Among Democrats, 34% now say they see the Court as too conservative and 15% too liberal, 49% say the Court is about right. In 2012, just 6% of Democrats described the Court as too liberal, but the share calling it too conservative was about the same at 35%.
These numbers aren’t entirely surprising, of course, since they largely reflect where public opinion was before the Court handed down the two most high profile decisions of its term last month. On marriage, polling in late May had shown that support for same-sex marriage had reached its highest point ever with all trends pointing upward, while another poll showed that a majority of Americans said they would support a Supreme Court decision that found a right to same-sex marriage nationwide. On the Obamacare subsidies issue, a poll in early June showed that a majority of Americans said they wanted the Supreme Court to uphold subsidies for consumers who bought insurance on the exchanges set up by the Federal Government and that, if the Court ruled otherwise, that Congress should act to fix the statute.

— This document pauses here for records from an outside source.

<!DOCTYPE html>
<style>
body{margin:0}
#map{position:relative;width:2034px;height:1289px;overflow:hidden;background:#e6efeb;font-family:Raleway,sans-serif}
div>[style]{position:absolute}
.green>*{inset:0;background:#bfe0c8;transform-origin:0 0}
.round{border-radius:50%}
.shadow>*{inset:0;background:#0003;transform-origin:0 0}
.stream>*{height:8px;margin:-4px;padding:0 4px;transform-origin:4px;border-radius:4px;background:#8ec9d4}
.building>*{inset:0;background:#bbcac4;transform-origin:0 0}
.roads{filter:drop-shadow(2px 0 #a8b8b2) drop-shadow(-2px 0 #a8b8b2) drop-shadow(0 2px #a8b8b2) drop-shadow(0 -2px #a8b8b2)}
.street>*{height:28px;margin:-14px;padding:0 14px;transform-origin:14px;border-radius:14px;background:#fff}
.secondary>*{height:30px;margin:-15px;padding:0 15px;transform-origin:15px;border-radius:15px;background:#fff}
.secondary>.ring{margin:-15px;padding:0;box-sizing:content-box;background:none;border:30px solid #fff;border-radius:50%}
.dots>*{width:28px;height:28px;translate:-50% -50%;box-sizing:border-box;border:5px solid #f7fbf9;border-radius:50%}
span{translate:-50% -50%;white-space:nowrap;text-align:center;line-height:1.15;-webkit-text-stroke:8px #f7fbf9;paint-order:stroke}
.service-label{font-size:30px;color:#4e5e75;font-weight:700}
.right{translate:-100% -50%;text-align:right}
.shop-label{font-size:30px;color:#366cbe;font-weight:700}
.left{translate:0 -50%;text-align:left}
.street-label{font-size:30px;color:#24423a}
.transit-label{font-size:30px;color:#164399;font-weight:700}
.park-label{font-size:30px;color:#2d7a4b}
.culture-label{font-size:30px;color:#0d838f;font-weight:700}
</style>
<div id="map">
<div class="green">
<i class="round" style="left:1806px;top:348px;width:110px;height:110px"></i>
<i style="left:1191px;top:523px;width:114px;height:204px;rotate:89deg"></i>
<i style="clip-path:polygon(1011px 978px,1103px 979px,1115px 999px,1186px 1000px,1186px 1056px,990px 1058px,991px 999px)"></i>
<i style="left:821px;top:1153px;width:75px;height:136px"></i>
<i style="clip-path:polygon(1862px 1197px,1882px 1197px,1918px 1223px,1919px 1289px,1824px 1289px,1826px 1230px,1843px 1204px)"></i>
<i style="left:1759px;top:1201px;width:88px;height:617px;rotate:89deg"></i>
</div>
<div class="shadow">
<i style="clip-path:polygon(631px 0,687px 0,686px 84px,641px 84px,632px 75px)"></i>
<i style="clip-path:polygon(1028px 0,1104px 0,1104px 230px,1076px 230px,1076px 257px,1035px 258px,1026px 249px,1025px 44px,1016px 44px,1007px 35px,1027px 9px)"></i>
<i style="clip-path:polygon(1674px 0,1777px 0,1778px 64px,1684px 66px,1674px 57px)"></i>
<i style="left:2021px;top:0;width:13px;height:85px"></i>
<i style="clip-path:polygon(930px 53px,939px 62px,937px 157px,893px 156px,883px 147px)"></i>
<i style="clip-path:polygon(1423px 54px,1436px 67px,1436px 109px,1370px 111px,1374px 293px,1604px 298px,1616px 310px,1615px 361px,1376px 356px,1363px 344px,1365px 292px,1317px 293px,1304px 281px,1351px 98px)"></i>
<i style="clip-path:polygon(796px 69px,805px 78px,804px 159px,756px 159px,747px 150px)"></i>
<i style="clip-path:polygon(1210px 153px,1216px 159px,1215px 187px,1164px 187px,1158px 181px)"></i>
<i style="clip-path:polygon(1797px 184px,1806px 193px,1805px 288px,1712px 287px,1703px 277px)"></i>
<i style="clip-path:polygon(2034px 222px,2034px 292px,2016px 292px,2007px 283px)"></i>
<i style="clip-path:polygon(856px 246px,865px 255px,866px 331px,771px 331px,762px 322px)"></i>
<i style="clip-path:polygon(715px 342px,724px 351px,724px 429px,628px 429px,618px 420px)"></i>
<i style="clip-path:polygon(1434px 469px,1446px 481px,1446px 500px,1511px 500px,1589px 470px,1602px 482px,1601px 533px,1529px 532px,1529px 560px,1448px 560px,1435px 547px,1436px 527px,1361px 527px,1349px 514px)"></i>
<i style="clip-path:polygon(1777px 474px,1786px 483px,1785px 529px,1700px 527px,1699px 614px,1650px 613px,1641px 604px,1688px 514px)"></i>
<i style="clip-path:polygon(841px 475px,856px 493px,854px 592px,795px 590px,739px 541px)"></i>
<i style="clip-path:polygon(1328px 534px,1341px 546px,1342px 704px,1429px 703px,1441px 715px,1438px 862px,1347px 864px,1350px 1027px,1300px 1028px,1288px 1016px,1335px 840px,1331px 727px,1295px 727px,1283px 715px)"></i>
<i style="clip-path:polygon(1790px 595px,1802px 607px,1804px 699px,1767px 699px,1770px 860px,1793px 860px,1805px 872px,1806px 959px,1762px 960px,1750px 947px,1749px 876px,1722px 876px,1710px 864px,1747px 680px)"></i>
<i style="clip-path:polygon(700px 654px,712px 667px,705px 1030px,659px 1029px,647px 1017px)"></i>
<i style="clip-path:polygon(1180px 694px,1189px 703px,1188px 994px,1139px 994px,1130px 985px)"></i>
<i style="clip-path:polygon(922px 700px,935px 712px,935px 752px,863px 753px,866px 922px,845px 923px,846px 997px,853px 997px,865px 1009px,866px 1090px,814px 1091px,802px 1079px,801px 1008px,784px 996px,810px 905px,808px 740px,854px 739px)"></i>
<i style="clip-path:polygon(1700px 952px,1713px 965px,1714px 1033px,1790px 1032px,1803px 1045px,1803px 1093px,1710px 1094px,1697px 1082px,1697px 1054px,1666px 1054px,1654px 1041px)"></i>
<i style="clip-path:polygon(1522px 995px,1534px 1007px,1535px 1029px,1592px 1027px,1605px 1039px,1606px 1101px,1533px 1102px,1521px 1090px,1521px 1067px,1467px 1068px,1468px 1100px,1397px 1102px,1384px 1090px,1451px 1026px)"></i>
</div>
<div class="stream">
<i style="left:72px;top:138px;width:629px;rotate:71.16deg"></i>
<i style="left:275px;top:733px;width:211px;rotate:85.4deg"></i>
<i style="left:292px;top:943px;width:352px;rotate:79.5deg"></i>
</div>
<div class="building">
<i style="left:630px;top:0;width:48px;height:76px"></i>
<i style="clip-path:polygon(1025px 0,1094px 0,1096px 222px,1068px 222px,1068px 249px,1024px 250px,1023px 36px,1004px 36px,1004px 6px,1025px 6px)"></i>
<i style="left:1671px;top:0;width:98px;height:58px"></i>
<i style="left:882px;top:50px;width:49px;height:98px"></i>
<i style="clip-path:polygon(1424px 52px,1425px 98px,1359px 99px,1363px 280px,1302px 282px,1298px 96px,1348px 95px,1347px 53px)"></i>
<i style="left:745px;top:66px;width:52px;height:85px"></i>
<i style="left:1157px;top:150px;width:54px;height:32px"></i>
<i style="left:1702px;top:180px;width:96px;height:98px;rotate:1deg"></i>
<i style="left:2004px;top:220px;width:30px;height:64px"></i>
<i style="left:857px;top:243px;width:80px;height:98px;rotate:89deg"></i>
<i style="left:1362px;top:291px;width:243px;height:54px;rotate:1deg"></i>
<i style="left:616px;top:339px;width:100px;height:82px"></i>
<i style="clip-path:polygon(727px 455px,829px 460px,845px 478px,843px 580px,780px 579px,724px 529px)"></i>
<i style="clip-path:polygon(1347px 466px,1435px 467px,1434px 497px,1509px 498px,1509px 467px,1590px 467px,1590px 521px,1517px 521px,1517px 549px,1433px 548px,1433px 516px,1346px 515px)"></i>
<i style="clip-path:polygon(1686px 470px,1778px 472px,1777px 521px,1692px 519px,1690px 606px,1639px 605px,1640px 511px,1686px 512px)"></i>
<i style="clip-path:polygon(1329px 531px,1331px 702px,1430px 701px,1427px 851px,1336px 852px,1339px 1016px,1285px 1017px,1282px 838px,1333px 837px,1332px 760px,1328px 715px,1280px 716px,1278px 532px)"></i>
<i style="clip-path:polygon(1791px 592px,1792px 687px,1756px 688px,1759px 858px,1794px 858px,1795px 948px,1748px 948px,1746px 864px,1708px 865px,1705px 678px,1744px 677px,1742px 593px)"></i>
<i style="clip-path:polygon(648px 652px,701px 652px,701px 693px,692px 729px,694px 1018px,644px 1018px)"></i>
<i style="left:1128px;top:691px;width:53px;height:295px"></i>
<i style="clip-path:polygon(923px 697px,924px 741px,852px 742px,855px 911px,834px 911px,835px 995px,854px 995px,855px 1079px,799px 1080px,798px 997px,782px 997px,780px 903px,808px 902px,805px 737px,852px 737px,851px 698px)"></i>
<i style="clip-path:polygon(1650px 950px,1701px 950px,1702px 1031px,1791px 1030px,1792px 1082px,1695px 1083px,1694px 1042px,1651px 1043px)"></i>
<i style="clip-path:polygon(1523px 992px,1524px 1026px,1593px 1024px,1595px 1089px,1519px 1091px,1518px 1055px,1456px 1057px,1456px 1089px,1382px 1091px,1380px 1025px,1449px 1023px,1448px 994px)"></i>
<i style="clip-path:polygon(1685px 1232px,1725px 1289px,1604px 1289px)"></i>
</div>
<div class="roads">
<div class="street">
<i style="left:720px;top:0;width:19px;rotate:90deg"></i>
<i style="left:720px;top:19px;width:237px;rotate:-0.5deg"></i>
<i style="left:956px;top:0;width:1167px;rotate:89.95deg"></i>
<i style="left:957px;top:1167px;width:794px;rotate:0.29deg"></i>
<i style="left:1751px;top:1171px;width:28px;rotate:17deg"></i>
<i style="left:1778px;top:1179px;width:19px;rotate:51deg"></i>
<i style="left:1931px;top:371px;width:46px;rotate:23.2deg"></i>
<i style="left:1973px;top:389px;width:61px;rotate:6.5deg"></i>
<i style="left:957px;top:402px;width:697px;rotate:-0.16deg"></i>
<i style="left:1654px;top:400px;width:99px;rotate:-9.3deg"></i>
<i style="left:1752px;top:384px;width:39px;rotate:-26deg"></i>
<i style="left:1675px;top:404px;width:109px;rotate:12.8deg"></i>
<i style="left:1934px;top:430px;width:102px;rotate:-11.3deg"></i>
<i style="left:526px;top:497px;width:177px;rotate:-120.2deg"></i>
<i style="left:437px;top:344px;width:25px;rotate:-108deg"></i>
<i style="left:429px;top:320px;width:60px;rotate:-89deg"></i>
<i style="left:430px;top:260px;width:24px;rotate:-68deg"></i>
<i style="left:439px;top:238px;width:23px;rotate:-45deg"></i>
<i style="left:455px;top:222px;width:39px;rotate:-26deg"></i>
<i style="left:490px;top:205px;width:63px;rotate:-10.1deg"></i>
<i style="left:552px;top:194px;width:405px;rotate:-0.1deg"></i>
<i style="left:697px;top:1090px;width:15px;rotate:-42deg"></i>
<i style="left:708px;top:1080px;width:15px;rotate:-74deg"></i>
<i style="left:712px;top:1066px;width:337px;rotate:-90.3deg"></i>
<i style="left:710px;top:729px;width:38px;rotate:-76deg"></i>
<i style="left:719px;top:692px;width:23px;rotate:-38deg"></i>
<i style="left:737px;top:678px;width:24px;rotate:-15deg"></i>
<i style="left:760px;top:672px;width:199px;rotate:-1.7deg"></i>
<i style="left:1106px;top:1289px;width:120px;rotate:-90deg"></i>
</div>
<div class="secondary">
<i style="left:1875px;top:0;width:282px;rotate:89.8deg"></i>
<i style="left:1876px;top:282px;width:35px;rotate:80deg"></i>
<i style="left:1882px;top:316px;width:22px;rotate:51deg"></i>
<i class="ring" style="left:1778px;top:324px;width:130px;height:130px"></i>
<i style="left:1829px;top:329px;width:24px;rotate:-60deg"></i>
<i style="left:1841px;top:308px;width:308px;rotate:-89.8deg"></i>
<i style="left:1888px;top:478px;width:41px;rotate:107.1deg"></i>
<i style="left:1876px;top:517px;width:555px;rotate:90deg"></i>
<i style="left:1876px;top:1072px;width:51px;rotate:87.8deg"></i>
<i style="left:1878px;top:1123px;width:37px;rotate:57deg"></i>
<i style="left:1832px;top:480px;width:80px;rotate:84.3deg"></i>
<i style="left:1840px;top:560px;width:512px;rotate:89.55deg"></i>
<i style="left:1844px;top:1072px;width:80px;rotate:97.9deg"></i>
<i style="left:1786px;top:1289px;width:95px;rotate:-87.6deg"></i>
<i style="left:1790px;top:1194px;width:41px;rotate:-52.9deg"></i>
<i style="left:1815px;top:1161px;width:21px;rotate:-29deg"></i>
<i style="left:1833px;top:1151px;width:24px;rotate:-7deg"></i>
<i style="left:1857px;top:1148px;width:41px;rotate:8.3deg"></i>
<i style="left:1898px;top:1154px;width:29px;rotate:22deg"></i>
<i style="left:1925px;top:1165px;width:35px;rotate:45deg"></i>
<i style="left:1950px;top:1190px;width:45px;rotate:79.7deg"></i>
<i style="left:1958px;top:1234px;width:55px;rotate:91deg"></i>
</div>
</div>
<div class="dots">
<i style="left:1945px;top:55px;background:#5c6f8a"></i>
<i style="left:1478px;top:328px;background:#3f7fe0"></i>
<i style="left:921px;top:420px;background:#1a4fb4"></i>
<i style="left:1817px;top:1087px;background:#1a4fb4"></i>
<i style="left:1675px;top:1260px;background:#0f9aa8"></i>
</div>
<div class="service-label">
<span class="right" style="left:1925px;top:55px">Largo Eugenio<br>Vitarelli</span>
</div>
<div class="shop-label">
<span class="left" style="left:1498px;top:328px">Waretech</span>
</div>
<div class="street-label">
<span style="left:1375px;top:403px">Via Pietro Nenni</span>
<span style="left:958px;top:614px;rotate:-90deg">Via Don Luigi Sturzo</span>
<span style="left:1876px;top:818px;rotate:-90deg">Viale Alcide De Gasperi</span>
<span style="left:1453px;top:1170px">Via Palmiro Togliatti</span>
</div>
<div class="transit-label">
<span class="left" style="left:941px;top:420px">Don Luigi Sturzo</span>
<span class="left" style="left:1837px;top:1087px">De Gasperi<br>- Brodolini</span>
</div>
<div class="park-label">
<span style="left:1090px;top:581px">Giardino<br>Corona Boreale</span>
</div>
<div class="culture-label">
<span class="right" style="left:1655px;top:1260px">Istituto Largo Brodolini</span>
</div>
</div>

Given this, it’s fair to say that, based on the results at least, the Supreme Court was in line with public opinion in both of the two major opinions it issued in the last month of its term.
Perhaps the most interesting and yet unsurprising data points in this poll come when you look at the breakdown based on political identifications. While majorities of Democrats and Independents, as well as self-described liberals and and moderates, all strongly support both Supreme Court decisions the same is not true of the Republicans and self-identified conservatives. On the question regarding the Affordable Care Act decision, the Court’s ruling is opposed by 54% of Republicans and supported by 42% and opposed by 51% of conservatives and opposed by 44%. On the same-sex marriage ruling, the decision is supported by 40% of Republicans and opposed by 59% and supported by 34% and opposed by 65%. In both cases, one could argue that the opposition to the Court’s decision is actually lower than might have been expected, but the numbers are still sufficiently high that it largely explains the rhetoric that we’re seeing from many of the Republican candidates for President. While the nation as a whole seems to be fairly pleased with the decisions that the Court handed down, most Republican, and especially most conservatives, most certainly are not. Presumably, if these numbers were broken down further to find the opinions of hardcore and social conservatives such as those that play such an important role in early primary states such as Iowa, they would show that opposition is even stronger. Because of that, it is necessary for Republicans running for President to say what they have been saying over the past several days, although I am sure many of them actually believe it too. In any case, the interesting thing to watch will be how their pandering to the Republican base in the wake of these decisions influences how they’re perceived outside the Republican Party, which of course matters once a General Election rolls around.